Wednesday, September 06, 2006
Homestead or Community?
There is a common thread running on three of the peak oil groups in which I participate that is at the heart of much of the duality within the peak oil movement. These threads are discussions on an article by Rob Hopkins in early September in Energy Bulletin. The article is entitled "Why the Survivalists Have Got It Wrong." The whole article can be found at http://www.energybulletin.net/newswire.php?id=20051.
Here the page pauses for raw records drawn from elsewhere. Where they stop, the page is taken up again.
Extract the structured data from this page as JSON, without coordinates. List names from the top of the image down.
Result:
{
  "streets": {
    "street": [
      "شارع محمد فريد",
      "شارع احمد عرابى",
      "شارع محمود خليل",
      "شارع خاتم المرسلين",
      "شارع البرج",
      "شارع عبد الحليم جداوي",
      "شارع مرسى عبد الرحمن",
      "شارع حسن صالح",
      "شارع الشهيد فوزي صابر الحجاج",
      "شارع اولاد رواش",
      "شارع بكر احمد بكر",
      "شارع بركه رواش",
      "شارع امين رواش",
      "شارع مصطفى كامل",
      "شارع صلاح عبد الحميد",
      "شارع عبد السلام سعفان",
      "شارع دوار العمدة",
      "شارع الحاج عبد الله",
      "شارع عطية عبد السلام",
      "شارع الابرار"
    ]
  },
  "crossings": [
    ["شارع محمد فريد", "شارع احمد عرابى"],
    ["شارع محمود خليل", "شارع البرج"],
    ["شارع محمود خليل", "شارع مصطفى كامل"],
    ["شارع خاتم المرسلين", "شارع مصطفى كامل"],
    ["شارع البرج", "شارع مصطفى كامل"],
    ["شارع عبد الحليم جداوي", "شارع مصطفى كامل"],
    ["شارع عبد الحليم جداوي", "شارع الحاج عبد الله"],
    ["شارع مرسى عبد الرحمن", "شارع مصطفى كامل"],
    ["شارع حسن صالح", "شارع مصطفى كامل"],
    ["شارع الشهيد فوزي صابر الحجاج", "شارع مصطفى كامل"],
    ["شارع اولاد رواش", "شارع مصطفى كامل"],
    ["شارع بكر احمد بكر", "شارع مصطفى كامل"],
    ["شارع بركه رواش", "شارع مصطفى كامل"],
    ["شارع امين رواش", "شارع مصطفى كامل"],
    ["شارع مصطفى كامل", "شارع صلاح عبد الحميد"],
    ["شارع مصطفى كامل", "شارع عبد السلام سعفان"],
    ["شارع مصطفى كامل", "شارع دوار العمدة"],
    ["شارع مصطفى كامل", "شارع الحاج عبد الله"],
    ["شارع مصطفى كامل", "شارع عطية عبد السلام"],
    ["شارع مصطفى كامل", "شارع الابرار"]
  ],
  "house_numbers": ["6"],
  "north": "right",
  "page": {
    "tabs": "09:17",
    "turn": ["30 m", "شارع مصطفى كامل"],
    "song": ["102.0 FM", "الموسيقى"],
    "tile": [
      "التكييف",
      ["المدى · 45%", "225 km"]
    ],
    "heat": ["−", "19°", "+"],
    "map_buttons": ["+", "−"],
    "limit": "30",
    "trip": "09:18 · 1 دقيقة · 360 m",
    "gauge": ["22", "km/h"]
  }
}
This article illustrates an unfortunately common misconception of the peak oil movement and, specifically, of peak oilers. That misconception must, in my mind, betray a lack on understanding for the author of the article. It is as though the author is aware of peak oil (the article is, after all, in Energy Bulletin, one of the most trusted information sources for peak oilers) but knows absolutely no one "involved in" the peak oil movement.
The article starts from and stays with the premise that peak oilers are "run for the hill survivalists" who all adhere to a philosophy of building their own isolated, wilderness survival homestead, totally cut off from any involvement with or sense of responsibility to any community. I have addressed this issue before in other articles. The huge flaw in the argument presented in this article, however, is a perception that peak oilers arrive at this strategy by choice, by first choice in fact. Therein lies the betrayal that the author would seem not to know any peak oilers, at least not well enough to understand their motivation.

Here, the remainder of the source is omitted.